His chest moves under my ear, once, that low almost-laugh I'm collecting, and his arms stay exactly where they are.

I should move. Any minute now I'll be embarrassed, I can feel the embarrassment queuing up, ready to tell me all about the screaming and the snot the way my skin goes all blotchy when I cry.

But it can't get to me. Nothing can get to me.

I'm inside the one perimeter on this island that nothing can get through.

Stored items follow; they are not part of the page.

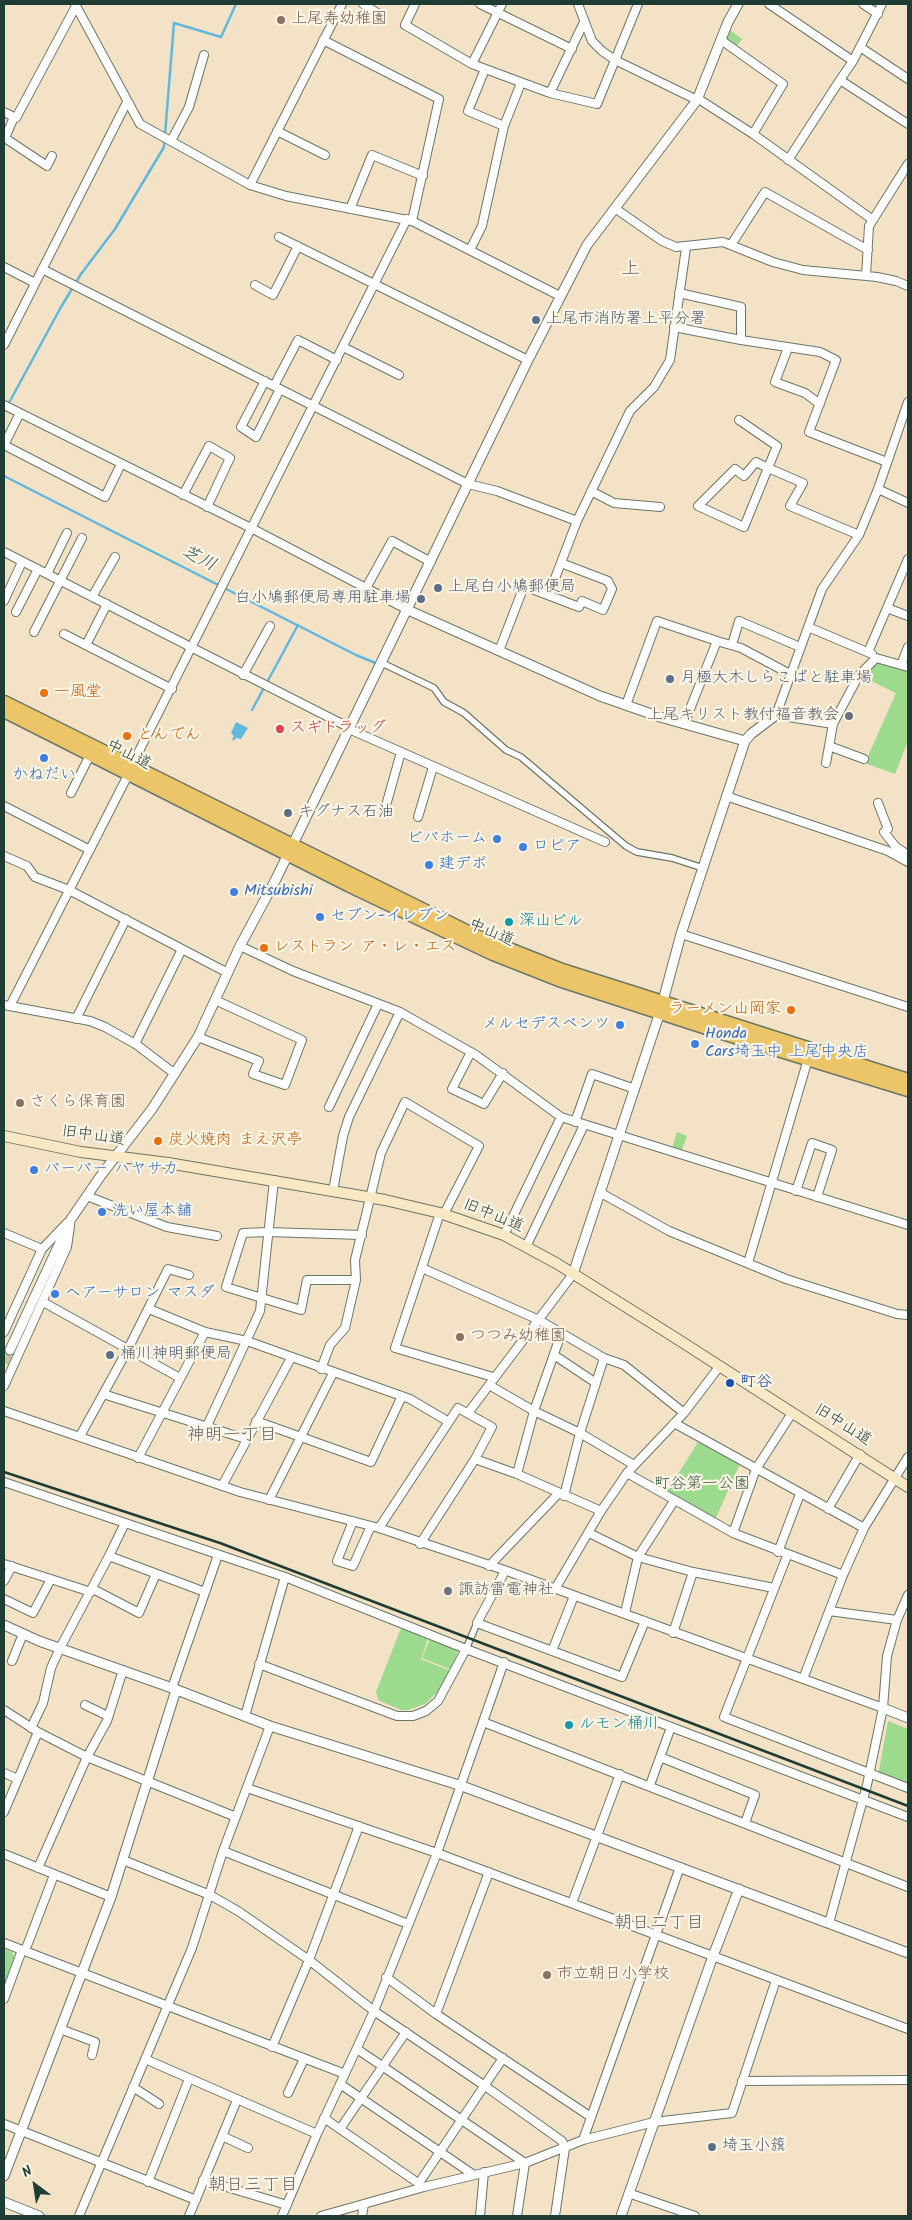 <!DOCTYPE html>
<html>
<head>
<meta charset="utf-8">
<style>
  body { margin:0 }
  #map { position:relative; width:912px; height:2220px; overflow:hidden; background:#f3e2c5; font-family:Kalam,sans-serif }
  canvas { display:block }
  .frame { position:absolute; inset:0; border:5px solid #1f3d34; pointer-events:none }
  .north { position:absolute; left:10px; top:2160px; width:50px; height:50px; -webkit-text-stroke:4px #fcf5e5; paint-order:stroke; rotate:329deg; font-size:14px; font-weight:700; line-height:20px; text-align:center; color:#1f3d34 }
  .north::after { content:''; display:block; margin:auto; width:18px; height:22px; background:#1f3d34; clip-path:polygon(50% 0,100% 100%,50% 72%,0 100%) }
</style>
</head>
<body>
<div id="map">
<canvas width="912" height="2220"></canvas>
<div class="frame"></div>
<div class="north">N</div>
</div>
<script>
const context = document.querySelector('canvas').getContext('2d');
context.lineJoin = 'round';
function fill(path, color) {
  context.fillStyle = color;
  context.fill(path, 'evenodd');
}
function shape(rows) {
  const path = new Path2D();
  for (const r of rows) {
    path.moveTo(r[0], r[1]);
    for (let i = 2; i < r.length; i += 2) path.lineTo(r[i], r[i + 1]);
  }
  return path;
}
function strokePath(path, color, width, dash) {
  context.strokeStyle = color;
  context.lineWidth = width;
  context.lineCap = dash ? 'butt' : 'round';
  context.setLineDash(dash || []);
  context.stroke(path);
}
function drawText(font, color, halo, rows, align = 'center') {
  context.font = font + ' Kalam,"Klee One",sans-serif';
  context.lineWidth = 4.5;
  context.setLineDash([]);
  context.textBaseline = 'middle';
  context.strokeStyle = halo;
  context.fillStyle = color;
  for (const [text, x, y, turn = 0] of rows) {
    context.save();
    context.translate(x, y);
    context.rotate((+turn || 0) * Math.PI / 180);
    context.textAlign = isNaN(turn) ? turn : align;
    if (halo) context.strokeText(text, 0, 0);
    context.fillText(text, 0, 0);
    context.restore();
  }
}
fill(shape([
  [726,27,742,39,734,50,721,40],
  [876,658,908,667,908,741,895,774,865,763,896,693,859,675],
  [677,1132,687,1136,681,1152,672,1148],
  [698,1442,740,1464,714,1522,665,1495],
  [401,1628,428,1638,421,1659,453,1672,448,1682,425,1704,408,1710,401,1710,378,1700,376,1692],
  [430,1638,458,1650,452,1670,422,1658],
  [888,1721,908,1729,908,1788,878,1776],
  [4,1949,12,1952,15,1957,4,1988]
]), '#9cda8e');
fill(shape([
  [236,722,248,728,241,739,236,738,234,741,232,739,234,736,231,733]
]), '#61b8de');
strokePath(shape([
  [4,412,61,307,81,274,115,229,164,147,174,23,221,37,236,4],
  [4,476,356,655,378,664],
  [252,710,298,625]
]), '#61b8de', 2.5);
strokePath(shape([
  [4,1363,10,1350]
]), '#c9c1a8', 9, [9, 4.5]);
const pedestrian = shape([
  [382,663,434,688,444,702,464,713,506,750,521,757,626,846,637,852,672,858,703,868],
  [466,1649,477,1623]
]);
const minor = shape([
  [75,4,140,124,250,185,286,196,412,221,560,296],
  [363,4,382,16],
  [415,4,405,25,472,64,550,93,597,104,638,4],
  [480,4,572,49],
  [578,4,592,41,602,51,615,60,697,100],
  [769,4,853,61],
  [863,4,878,14],
  [882,4,853,61,840,80,908,124],
  [323,40,439,99,412,221],
  [721,40,783,84,753,134],
  [860,47,908,79],
  [472,64,502,4],
  [485,69,468,111,504,126],
  [550,93,584,22],
  [697,98,753,134,873,220],
  [4,112,16,118,76,6],
  [14,117,5,138,47,166,52,156],
  [277,131,325,155],
  [171,141,189,107,204,55],
  [788,160,840,80],
  [250,185,342,4],
  [350,209,372,155,423,176],
  [616,209,662,241,676,247,723,242,773,262,803,270,877,277,896,281,908,286],
  [279,237,528,360],
  [731,245,765,192,868,250],
  [470,250,482,226,504,126,521,83],
  [4,267,35,283],
  [42,269,468,484,497,491,577,521],
  [866,276,869,226,908,164],
  [255,285,273,295,298,246],
  [679,293,741,307,741,340],
  [674,327,741,340,820,352,836,360,809,432,887,462],
  [4,345,127,102],
  [343,347,399,375],
  [788,348,775,382,805,393,820,404],
  [265,381,241,427,256,437,280,389],
  [274,386,298,340,337,360],
  [908,402,878,489,859,535,822,589,776,715,833,724,859,675,876,658,908,667],
  [4,405,253,529,408,610],
  [20,413,4,445,105,497,121,464],
  [739,420,777,446,768,468,744,527,698,506,735,469,744,476,756,462,768,468,803,483,790,506,859,535],
  [878,489,908,503],
  [591,491,614,503,660,507],
  [183,495,209,446,230,458,207,507],
  [4,552,350,728],
  [47,574,67,533],
  [366,588,392,541,431,562],
  [549,594,577,521,630,411,654,387,670,360,686,248],
  [92,597,115,557],
  [4,601,22,562],
  [887,608,908,616],
  [16,612,38,569],
  [808,627,872,654],
  [34,632,82,538],
  [64,634,172,689],
  [86,645,107,604],
  [732,645,739,621,800,647],
  [869,650,908,559],
  [499,651,524,586,579,607,582,601,603,610,612,589,608,581,561,563],
  [901,665,908,647],
  [243,675,270,626],
  [626,705,657,621,717,641],
  [684,724,717,641,741,648,790,674],
  [349,729,605,842],
  [829,746,864,759],
  [826,763,833,724],
  [132,765,407,219],
  [71,793,90,755],
  [726,796,888,851,908,862],
  [387,802,401,752],
  [878,803,888,829,884,832,895,846,908,855],
  [4,806,90,850],
  [418,817,433,767],
  [4,856,27,866,35,877,69,890,228,973],
  [681,934,908,1007],
  [240,946,293,971,400,1012,476,1055,561,1117,908,1225],
  [4,1005,90,1021,105,1027,137,1045,175,1074],
  [10,1006,128,775],
  [76,1019,126,919],
  [198,1037,259,1061,253,1074,285,1085,302,1040,215,1000],
  [135,1044,182,949],
  [471,1052,452,1089,484,1104,503,1073],
  [329,1107,378,1004],
  [575,1122,592,1074,635,1089],
  [333,1191,343,1136,349,1117,400,1012],
  [796,1191,812,1143,832,1150,817,1197],
  [601,1193,669,1231,786,1279,897,1314,908,1315],
  [87,1196,167,1227,217,1236],
  [440,1213,395,1348,493,1377],
  [4,1233,42,1249],
  [504,1235,561,1117],
  [526,1247,584,1125],
  [748,1263,808,1059],
  [422,1268,539,1320,604,1358,624,1365,684,1413],
  [356,1280,307,1280,301,1310,226,1287,243,1233,268,1232,362,1235],
  [43,1302,180,1378],
  [149,1309,205,1332,247,1341,410,1399,449,1422],
  [4,1332,42,1249,68,1222],
  [554,1355,596,1383],
  [321,1369,330,1345,345,1328,356,1280,355,1260,381,1153,405,1102,479,1146,444,1214],
  [489,1385,534,1411,580,1433,634,1465],
  [4,1386,67,1247,70,1226],
  [103,1394,246,1439],
  [4,1411,240,1492,379,1528,507,1571,883,1708],
  [468,1413,573,1274],
  [256,1421,371,1462,402,1396],
  [674,1423,864,1528],
  [207,1426,260,1311,274,1180],
  [80,1436,128,1349,168,1269,189,1275],
  [138,1458,205,1332],
  [475,1459,517,1474,601,1511],
  [627,1473,733,1533,843,1575],
  [517,1474,534,1411,561,1334],
  [4,1482,285,1577,466,1649,908,1817],
  [222,1486,291,1358],
  [564,1496,580,1433,604,1358],
  [269,1500,333,1373],
  [828,1509,860,1454],
  [353,1521,337,1561,353,1566,371,1526],
  [125,1523,109,1556,205,1592],
  [379,1528,458,1408,492,1427,475,1459,420,1544],
  [589,1533,638,1557,693,1572,774,1588],
  [733,1533,756,1469,792,1413],
  [778,1552,800,1494],
  [787,1556,724,1717,908,1788],
  [4,1564,91,1592],
  [489,1566,559,1493],
  [505,1571,477,1623,622,1677,645,1621],
  [4,1581,12,1566],
  [93,1589,139,1613,156,1574],
  [555,1589,601,1511,627,1473,684,1413,719,1367],
  [4,1599,33,1613,51,1579],
  [829,1611,897,1620],
  [625,1613,638,1557,674,1501],
  [673,1633,693,1572],
  [552,1651,574,1596],
  [12,1661,23,1634],
  [259,1664,397,1716,413,1716,426,1711,438,1701,466,1649],
  [803,1679,843,1575,864,1528,908,1457],
  [172,1688,218,1555],
  [85,1705,108,1716],
  [4,1710,38,1732,87,1757,236,1817],
  [245,1716,285,1577],
  [483,1722,908,1887],
  [31,1728,43,1703,51,1668,60,1648,109,1556],
  [660,1757,755,1795,745,1823],
  [4,1773,18,1779],
  [650,1785,671,1727],
  [247,1788,437,1853,908,2029],
  [4,1812,38,1732],
  [223,1851,408,1924],
  [4,1854,111,1897],
  [123,1860,210,1895,238,1911,309,1960,374,2011,485,2086,562,2141,565,2148,555,2216],
  [38,1868,87,1757,107,1721,123,1670],
  [572,1903,620,1774],
  [829,1923,867,1785,883,1708,887,1656,897,1620,908,1595],
  [4,1943,345,2074],
  [25,1951,54,1875],
  [386,1977,436,2014,591,2117],
  [4,1999,22,1950],
  [436,2014,489,1872],
  [60,2029,95,2042,92,2055],
  [272,2047,309,1960,359,1826],
  [357,2049,525,2163,517,2216],
  [145,2059,317,2134],
  [742,2081,908,2080],
  [340,2084,474,2175],
  [133,2087,159,2104],
  [288,2093,304,2059],
  [324,2118,421,2185],
  [4,2124,196,2200],
  [340,2129,406,2032],
  [222,2136,248,2148],
  [583,2140,680,1867],
  [203,2180,287,2205],
  [148,2182,189,2079],
  [419,2183,503,2058],
  [631,2194,695,2216],
  [79,2216,192,1948,223,1851,270,1726],
  [189,2216,237,2100],
  [282,2216,317,2134,374,2011,437,1853,504,1662],
  [321,2216,424,2187,525,2163,583,2140,654,2122,732,2113,776,1980],
  [362,2216,364,2204],
  [480,2216,484,2172]
]);
const tertiary = shape([
  [408,610,600,696,660,717,745,741],
  [573,1274,660,1012,681,934,745,741,751,734,776,715],
  [10,1350,71,1219,102,1174,152,1109,198,1037,240,946,276,879,528,360,587,245,697,100,728,22,738,4],
  [4,1625,39,1641,172,1688,270,1726,462,1786,908,1953],
  [883,1708,908,1718],
  [4,2176,111,1897,176,1690],
  [4,2202,39,2216],
  [621,2216,713,1956,739,1889]
]);
const secondary = shape([
  [4,1136,81,1152,168,1163,385,1200,440,1213,504,1235,556,1263,671,1335,908,1487]
]);
const trunk = shape([
  [4,702,474,935,562,970,908,1080],
  [4,711,350,886,493,954,559,980,716,1031,908,1090]
]);
strokePath(pedestrian, '#697767', 8);
strokePath(minor, '#697767', 10);
strokePath(tertiary, '#697767', 11);
strokePath(secondary, '#697767', 12);
strokePath(trunk, '#697767', 15);
strokePath(pedestrian, '#fff', 5.5);
strokePath(minor, '#fff', 8);
strokePath(tertiary, '#fff', 9);
strokePath(secondary, '#f8e8c3', 10);
strokePath(trunk, '#edc569', 12);
strokePath(shape([
  [4,1472,220,1543,908,1806]
]), '#1f3d34', 2.5);
for (const [x, y, r, color] of [
  [281,20,5,"#8d6e63"],
  [536,320,5,"#5c6f8a"],
  [438,588,5,"#5c6f8a"],
  [421,599,5,"#5c6f8a"],
  [670,679,5,"#5c6f8a"],
  [44,693,5,"#e8710a"],
  [849,716,5,"#6b7280"],
  [280,729,5,"#e0444e"],
  [127,736,5,"#e8710a"],
  [44,758,5,"#3f7fe0"],
  [288,813,5,"#5c6f8a"],
  [497,839,5,"#3f7fe0"],
  [523,847,5,"#3f7fe0"],
  [429,865,5,"#3f7fe0"],
  [234,892,5,"#3f7fe0"],
  [320,917,5,"#3f7fe0"],
  [509,922,5,"#0f9aa8"],
  [264,948,5,"#e8710a"],
  [791,1010,5,"#e8710a"],
  [620,1025,5,"#3f7fe0"],
  [695,1044,5,"#3f7fe0"],
  [20,1103,5,"#8d6e63"],
  [158,1141,5,"#e8710a"],
  [34,1170,5,"#3f7fe0"],
  [102,1212,5,"#3f7fe0"],
  [55,1294,5,"#3f7fe0"],
  [460,1337,5,"#8d6e63"],
  [110,1355,5,"#5c6f8a"],
  [730,1383,5,"#1a4fb4"],
  [448,1591,5,"#6b7280"],
  [569,1725,5,"#0f9aa8"],
  [547,1975,5,"#8d6e63"],
  [712,2147,5,"#5c6f8a"]
]) {
  const dot = new Path2D();
  dot.arc(x, y, r, 0, 2 * Math.PI);
  context.fillStyle = color;
  context.fill(dot);
  strokePath(dot, '#fcf5e5', 2);
}
drawText('16px', '#785e54', '#fcf5e5', [
  ["上尾寿幼稚園",291,20],
  ["さくら保育園",30,1103],
  ["つつみ幼稚園",470,1337],
  ["市立朝日小学校",557,1975]
], 'left');
drawText('16px', '#4e5e75', '#fcf5e5', [
  ["上尾市消防署上平分署",546,320],
  ["上尾白小鳩郵便局",448,588],
  ["白小鳩郵便局専用駐車場",411,599,"right"],
  ["月極大木しらこばと駐車場",680,679],
  ["キグナス石油",298,813],
  ["桶川神明郵便局",120,1355],
  ["埼玉小籏",722,2147]
], 'left');
drawText('16px', '#c56008', '#fcf5e5', [
  ["一風堂",54,693],
  ["とんでん",137,736],
  ["レストラン ア・レ・エス",274,948],
  ["ラーメン山岡家",781,1010,"right"],
  ["炭火焼肉 まえ沢亭",168,1141]
], 'left');
drawText('16px', '#5b616d', '#fcf5e5', [
  ["上尾キリスト教付福音教会",839,716],
  ["諏訪雷電神社",458,1591,"left"]
], 'right');
drawText('16px', '#be3a42', '#fcf5e5', [
  ["スギドラッグ",290,729]
], 'left');
drawText('16px', '#1f3d34', '#fcf5e5', [
  ["中山道",128,756,27],
  ["中山道",491,934,23],
  ["旧中山道",93,1137,8],
  ["旧中山道",493,1217,22],
  ["旧中山道",842,1426,32]
]);
drawText('16px', '#366cbe', '#fcf5e5', [
  ["かねだい",44,776,"center"],
  ["ビバホーム",487,839,"right"],
  ["ロピア",533,847],
  ["建デポ",439,865],
  ["Mitsubishi",244,892],
  ["セブン-イレブン",330,917],
  ["メルセデスベンツ",610,1025,"right"],
  ["Honda",705,1035],
  ["Cars埼玉中 上尾中央店",705,1053],
  ["バーバー ハヤサカ",44,1170],
  ["洗い屋本舗",112,1212],
  ["ヘアーサロン マスダ",65,1294]
], 'left');
drawText('16px', '#0d838f', '#fcf5e5', [
  ["深山ビル",519,922],
  ["ルモン桶川",579,1725]
], 'left');
drawText('16px', '#164399', '#fcf5e5', [
  ["町谷",740,1383]
], 'left');
drawText('16px', '#385c46', '#fcf5e5', [
  ["町谷第一公園",702,1485]
]);
drawText('italic 18px', '#305c5e', '#fcf5e5', [
  ["芝川",198,560,27]
]);
drawText('18px', '#656468', '#fcf5e5', [
  ["神明一丁目",232,1437],
  ["朝日二丁目",659,1925],
  ["朝日三丁目",253,2187]
]);
drawText('19px', '#656468', '#fcf5e5', [
  ["上",631,271]
]);
</script>
</body>
</html>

"Nobody's ever done this," I tell him. I'm too wrung out to dress it up. "Held me. While it happened. I always did it where no one could see, and then I'd wash my face and go back in and be whatever they needed." I close my eyes. "You're the first."

He's quiet for a long moment. His hand settles at the back of my head like it's found its permanent posting.

"Then they missed the best of you," he says.

The best. This man watched me come apart on a stone floor, screaming, wrecked, ugly, empty, and that's the word he chose. That’s when I understand two things at once, lying there against his heart in the late morning sun.

The first is that I'm going to sleep for a hundred years.

The second is that I am never, ever going to recover from him, and I've stopped wanting to.